Nike präsentiert durchzogene Zahlen, die Nachfrage sei schwach. In der Schweiz aber macht die Branche hohe Umsätze.

Jahresabschluss: Nike hat im vergangenen Geschäftsjahr einen Umsatz von 46 Milliarden Dollar gemacht, das ist zwar ähnlich viel wie im Vorjahr, aber doch viel schlechter als zu den besten Zeiten. Der Umsatz ist 10 Prozent tiefer als 2024. Unter dem Strich macht Nike im vergangenen Geschäftsjahr einen Gewinn von 3 Milliarden Dollar – ein Rückgang von 46 Prozent im Vergleich zu vor zwei Jahren. Das Unternehmen schliesst das Geschäftsjahr per Ende Mai ab, deshalb sind es Jahreszahlen.

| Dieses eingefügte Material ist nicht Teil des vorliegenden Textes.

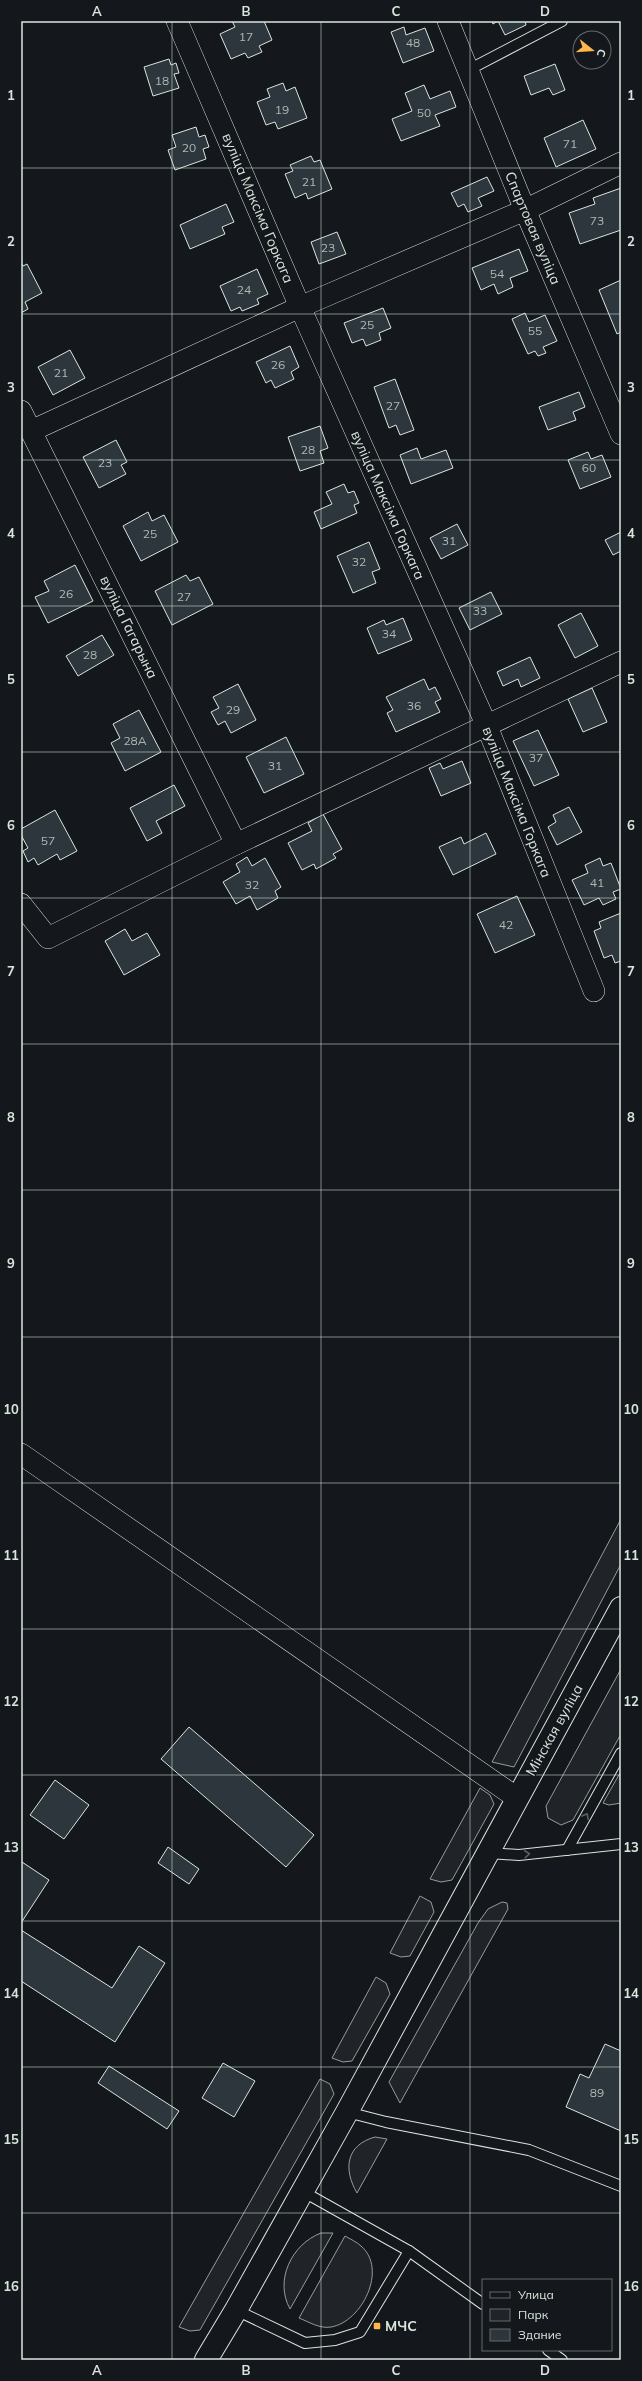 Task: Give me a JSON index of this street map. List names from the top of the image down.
{
  "streets": {
    "street": [
      "вуліца Максіма Горкага",
      "Спартовая вуліца",
      "вуліца Гагарына",
      "Мінская вуліца"
    ]
  },
  "places": {
    "transit": ["МЧС"]
  },
  "house_numbers": [
    "17",
    "48",
    "18",
    "19",
    "50",
    "71",
    "20",
    "21",
    "73",
    "23",
    "54",
    "24",
    "25",
    "55",
    "26",
    "21",
    "27",
    "28",
    "23",
    "60",
    "25",
    "31",
    "32",
    "26",
    "27",
    "33",
    "34",
    "28",
    "36",
    "29",
    "28А",
    "37",
    "31",
    "57",
    "41",
    "32",
    "42",
    "89"
  ],
  "legend": ["Улица", "Парк", "Здание"],
  "north": "right",
  "grid": {
    "columns": [
      "A",
      "B",
      "C",
      "D"
    ],
    "rows": [
      "1",
      "2",
      "3",
      "4",
      "5",
      "6",
      "7",
      "8",
      "9",
      "10",
      "11",
      "12",
      "13",
      "14",
      "15",
      "16"
    ]
  }
} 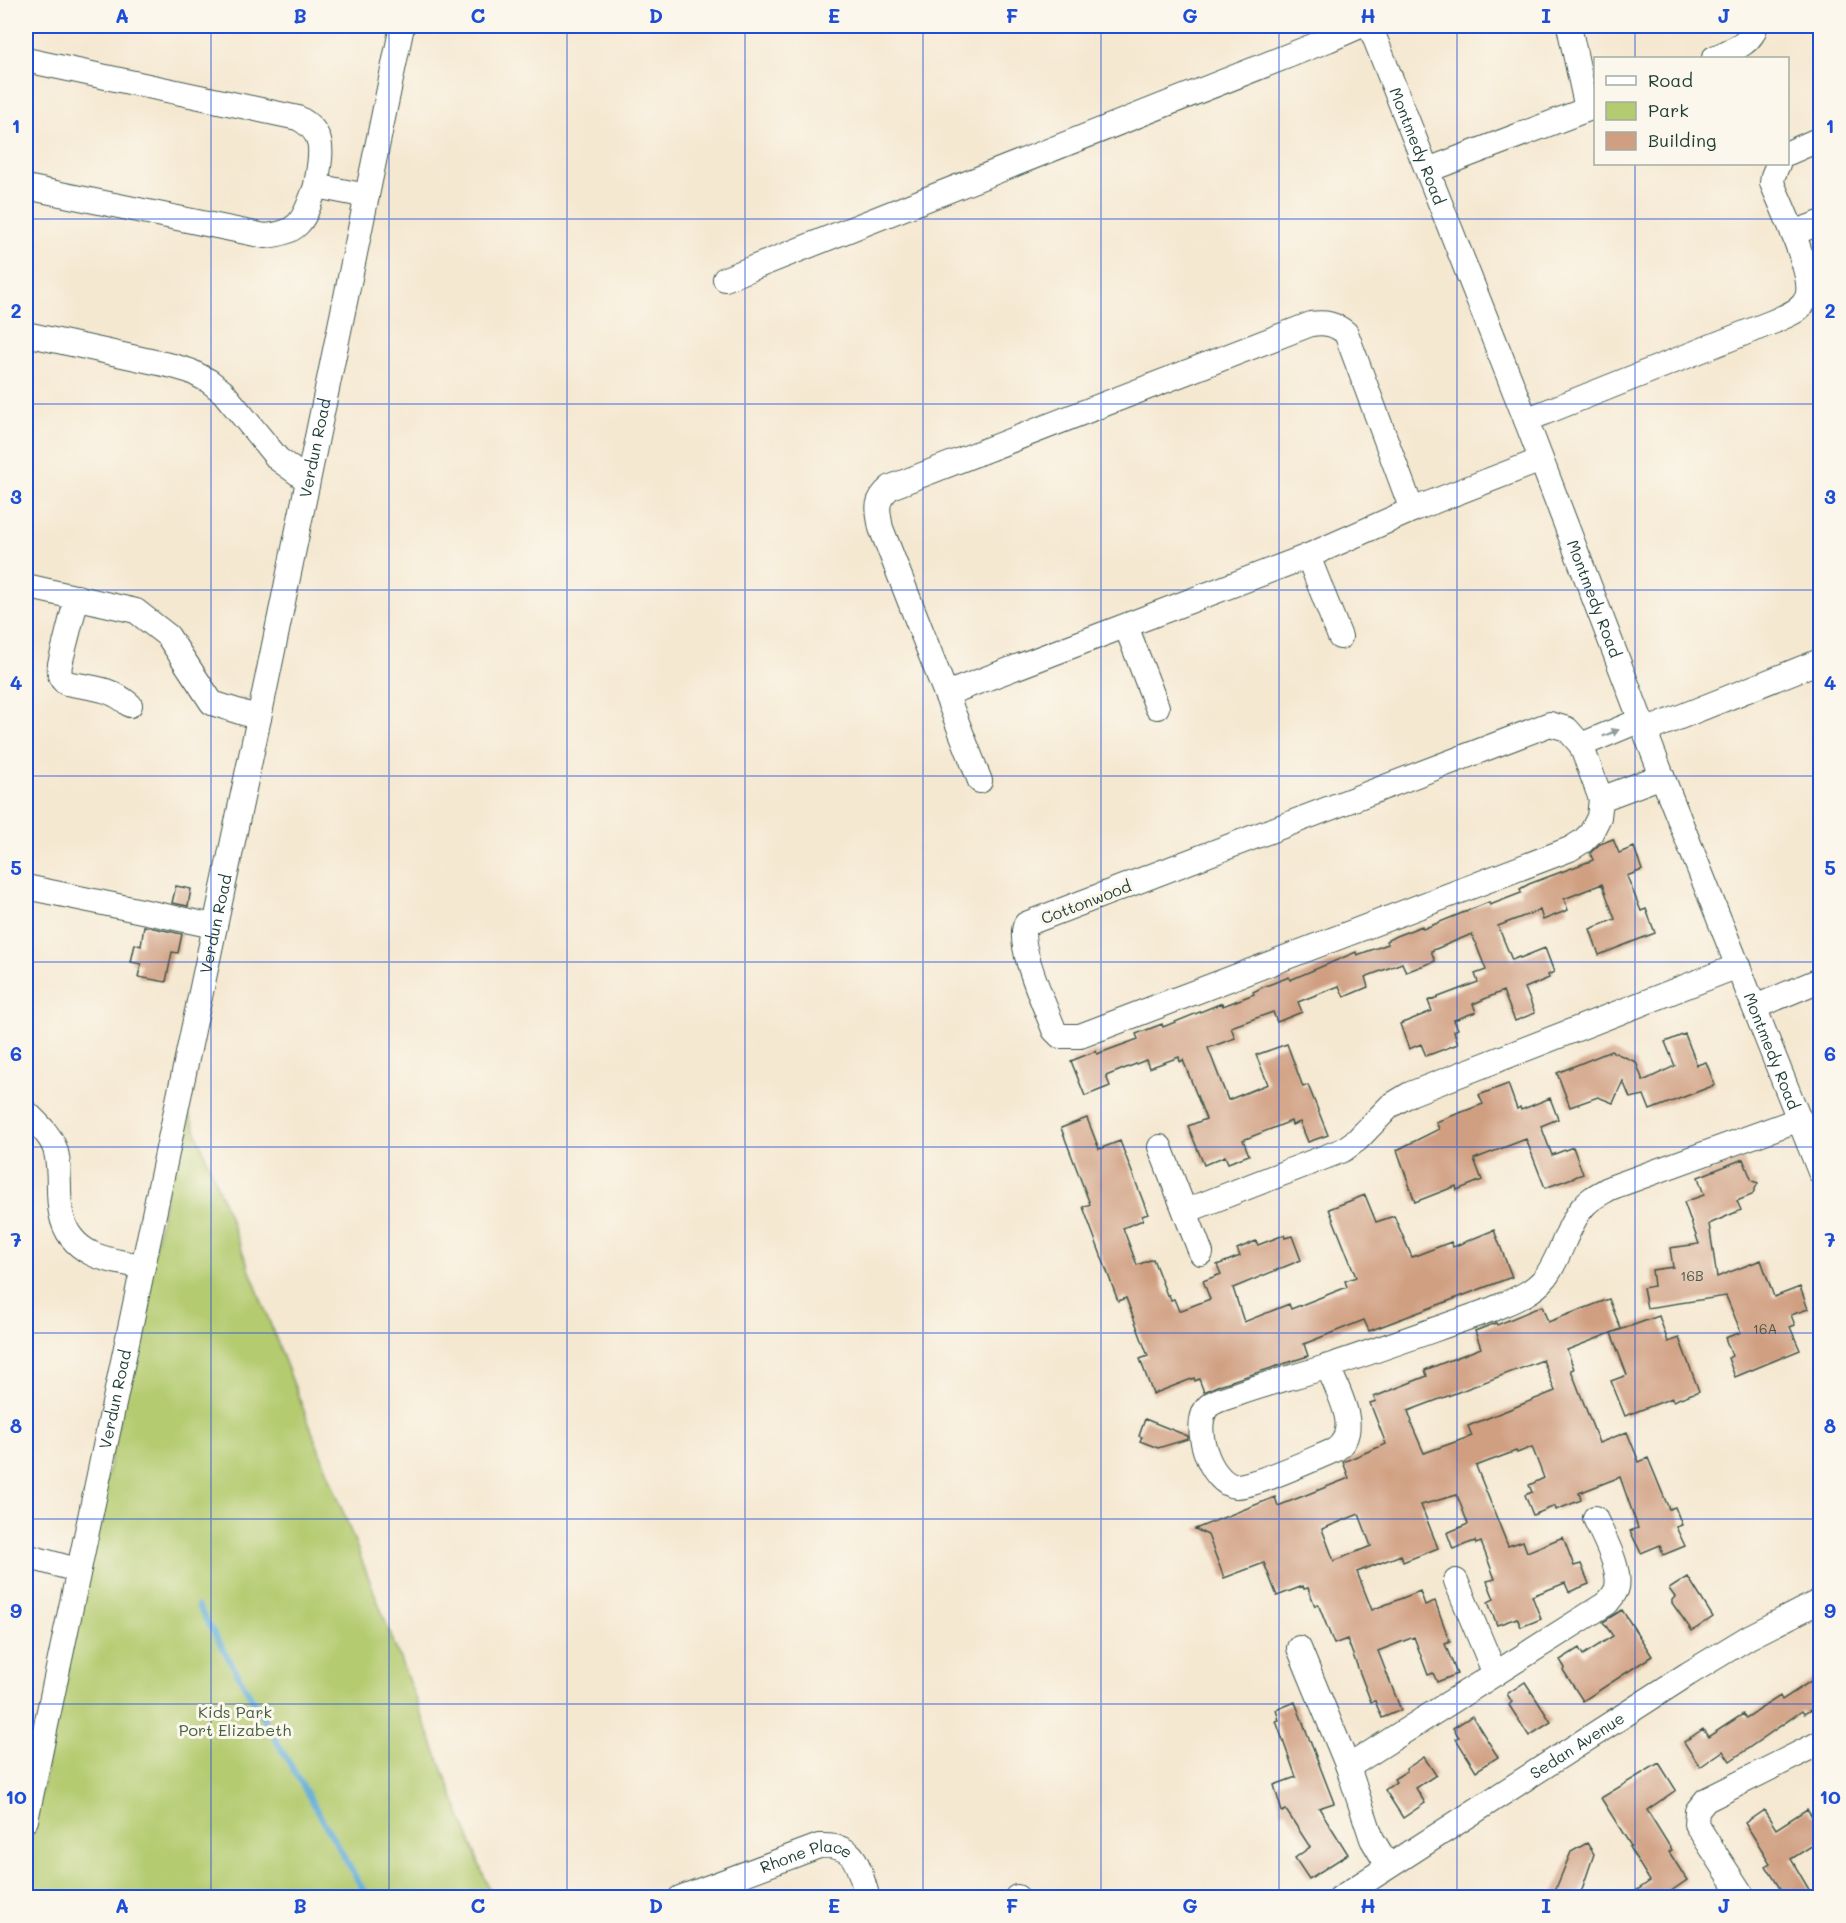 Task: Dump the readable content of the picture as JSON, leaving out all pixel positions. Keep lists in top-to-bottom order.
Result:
{
  "streets": {
    "street": [
      "Montmedy Road",
      "Verdun Road",
      "Cottonwood",
      "Sedan Avenue",
      "Rhone Place"
    ]
  },
  "parks": ["Kids Park Port Elizabeth"],
  "house_numbers": ["16B", "16A"],
  "legend": ["Road", "Park", "Building"],
  "grid": {
    "columns": [
      "A",
      "B",
      "C",
      "D",
      "E",
      "F",
      "G",
      "H",
      "I",
      "J"
    ],
    "rows": [
      "1",
      "2",
      "3",
      "4",
      "5",
      "6",
      "7",
      "8",
      "9",
      "10"
    ]
  }
}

Wand voll mit Sportschuhen auf Regalen in einem Geschäft.
Legende: Die Laufschuhe sind ein wichtiger Teil des Geschäfts. Doch gerade hier hat Nike Konkurrenz von On aus der Schweiz. Depositphotos

Weshalb ist Nike aus dem Tritt? Es gibt mehrere Gründe: Nike hat sich in den vergangenen Jahren sehr stark auf den Direktvertrieb fokussiert, und hat dabei die etablierten Geschäfte vernachlässigt. Nike hat sich mancherorts auf der Welt aus den Supermärkten zurückgezogen oder Partnerschaften mit Ketten wie Foot Locker reduziert und der Konkurrenz somit mehr Präsenz in den Regalen ermöglicht. Nike hat sich zu stark auf Online konzentriert und die Sichtbarkeit in den Läden verloren. Die Strategie gilt inzwischen als gescheitert. Weiter hatte sich das Unternehmen vermehrt auf Lifestyle fokussiert, statt auf das ursprüngliche Geschäft des Sports. Diese ganzen Schwierigkeiten zeigen sich auch an der Börse, der Nike-Aktienkurs ist seit Jahresbeginn um 33 Prozent gefallen.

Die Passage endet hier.